Video: Best Practices for End-to-End Workflow and Server-Side Ad Insertion Monitoring

This video from the Streaming Video Alliance, presented at Mile High Video 2020 looks at the result of recent projects document the best practice for two important activities: server-side ad insertion (SSAI) and end-to-end (E2E) workflow monitoring. First off, is E2E monitoring which defines a multi-faceted approach to making sure you’re delivering good-quality content well.

The this part of the talk is given by Christopher Kulbakas who introduces us to the document published by the Streaming Video Alliance covering monitoring best practices. The advice surrounds three principles: Creating a framework, deciding on metrics, and correlation. Christopher explains the importance of monitoring video quality after a transcode or encode since it’s easy to take a sea of green from your transport layer to indicate that viewers are happy. If your encode looks bad, viewers won’t be happy just because the DASH segments were delivered impeccably.

The guidance helps your monitor your workflow. ‘End to end’ doesn’t imply the whole delivery chain, only how to ensure the part you are responsible for is adequately monitored.

Christopher unveils the principles behind the modular monitoring across the workflow and tech stack:
1) Establish monitoring scope
Clearly delineate your responsibility from that of other parties. Define exactly how and to what standard data will be handled between the parties.

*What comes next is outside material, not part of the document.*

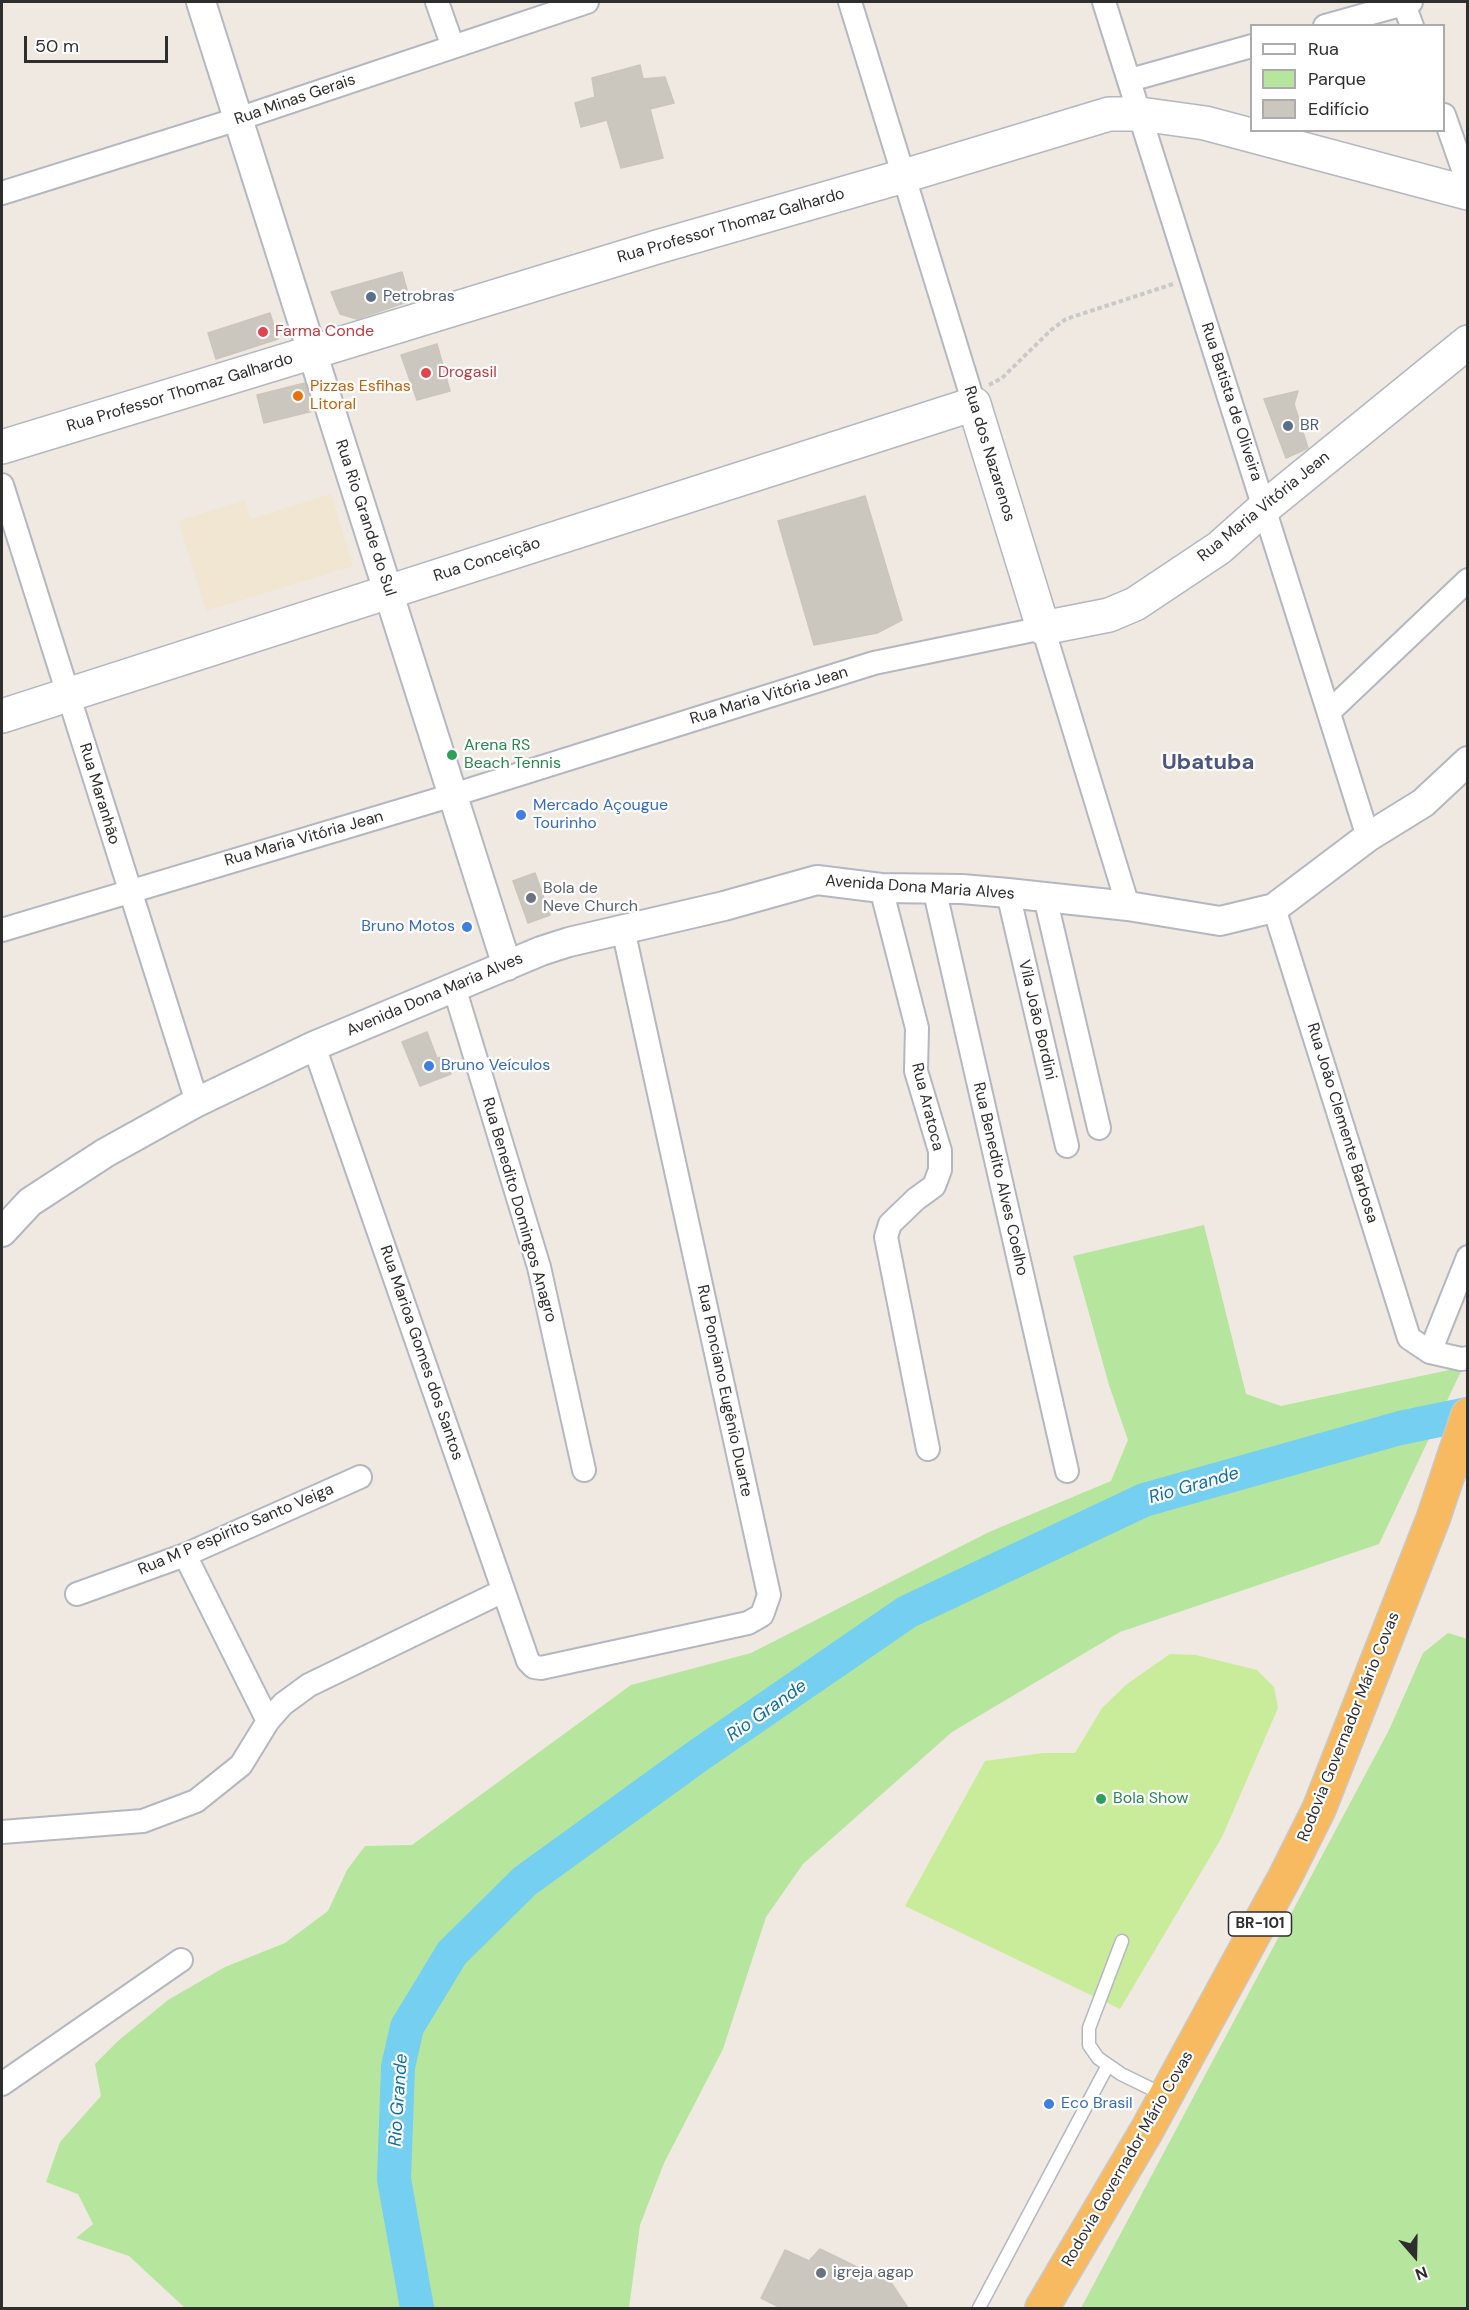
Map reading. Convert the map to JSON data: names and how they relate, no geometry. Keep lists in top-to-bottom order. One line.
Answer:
{"streets":{"highway":["Rodovia Governador Mário Covas","BR-101"],"main road":["Rua Professor Thomaz Galhardo","Rua dos Nazarenos","Rua Maria Vitória Jean","Rua Conceição"],"street":["Rua Minas Gerais","Rua Batista de Oliveira","Rua Rio Grande do Sul","Rua Maranhão","Avenida Dona Maria Alves","Vila João Bordini","Rua Aratoca","Rua João Clemente Barbosa","Rua Benedito Alves Coelho","Rua Benedito Domingos Anagro","Rua Marioa Gomes dos Santos","Rua Ponciano Eugênio Duarte","Rua M P espirito Santo Veiga"]},"crossings":[["Rua Minas Gerais","Rua Rio Grande do Sul"],["Rua Professor Thomaz Galhardo","Rua Batista de Oliveira"],["Rua Professor Thomaz Galhardo","Rua dos Nazarenos"],["Rua Professor Thomaz Galhardo","Rua Rio Grande do Sul"],["Rua Batista de Oliveira","Rua Maria Vitória Jean"],["Rua Batista de Oliveira","Avenida Dona Maria Alves"],["Rua dos Nazarenos","Rua Maria Vitória Jean"],["Rua dos Nazarenos","Rua Conceição"],["Rua dos Nazarenos","Avenida Dona Maria Alves"],["Rua Maria Vitória Jean","Rua Rio Grande do Sul"],["Rua Maria Vitória Jean","Rua Maranhão"],["Rua Rio Grande do Sul","Rua Conceição"],["Rua Rio Grande do Sul","Avenida Dona Maria Alves"],["Rua Conceição","Rua Maranhão"],["Rua Maranhão","Avenida Dona Maria Alves"],["Avenida Dona Maria Alves","Vila João Bordini"],["Avenida Dona Maria Alves","Rua Aratoca"],["Avenida Dona Maria Alves","Rua João Clemente Barbosa"],["Avenida Dona Maria Alves","Rua Benedito Alves Coelho"],["Avenida Dona Maria Alves","Rua Benedito Domingos Anagro"],["Avenida Dona Maria Alves","Rua Marioa Gomes dos Santos"],["Avenida Dona Maria Alves","Rua Ponciano Eugênio Duarte"],["Rua Marioa Gomes dos Santos","Rua Ponciano Eugênio Duarte"]],"districts":["Ubatuba"],"water":["Rio Grande"],"places":["Petrobras","Farma Conde","Drogasil","Pizzas Esfihas Litoral","BR","Arena RS Beach Tennis","Mercado Açougue Tourinho","Bola de Neve Church","Bruno Motos","Bruno Veículos","Bola Show","Eco Brasil","igreja agap"],"legend":["Rua","Parque","Edifício"],"scale_bar":"50 m","north":"bottom"}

2) Partition workflow with monitoring points
Now your scope is clear, you can select monitoring points before and after key components such as the transcoder.

3) Decompose tech stage
Here, think of each point in the workflow to be monitored as a single point in a stack of technology. There will be content needing a perceptual quality monitor, Quality of Service (QoS) and auxiliary layers such as player events, logs and APIs which can be monitored.

4) Describe Methodology
This stage calls for documenting the what, where, how and why of your choices, for instance explaining that you would like to check the manifest and chunks on the output of the packager. You’d do this with HTTP-GET requests for the manifest and chunks for all rungs of the ladder. After you have finished, you will have a whole set of reasoned monitoring points which you can document and also share with third parties.

5) Correlate results
The last stage is bringing together this data, typically by using an asset identifier. This way, all alarms for an asset can be grouped together and understood as a whole workflow.

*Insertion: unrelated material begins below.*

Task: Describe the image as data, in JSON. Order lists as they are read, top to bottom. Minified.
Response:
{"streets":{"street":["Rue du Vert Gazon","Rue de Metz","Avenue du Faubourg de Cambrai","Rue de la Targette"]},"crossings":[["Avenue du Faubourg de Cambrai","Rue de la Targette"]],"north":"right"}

End-to-End Server-Side Ad Monitoring

The last part of this talk is from Mourad Kioumgi from Sky who walks us through a common scenario and how to avoid it. An Ad Buyer complains their ad didn’t make it to air. Talking to every point in the chain, everyone checks their own logs and says that their function was working, from the schedulers to the broadcast team inserting the SCTE markers. The reality is that if you can’t get to the bottom of this, you’ll lose money as you lose business and give refunds.

The Streaming Video Alliance considered how to address this through better monitoring and are creating a blueprint and architecture to monitor SSAI systems.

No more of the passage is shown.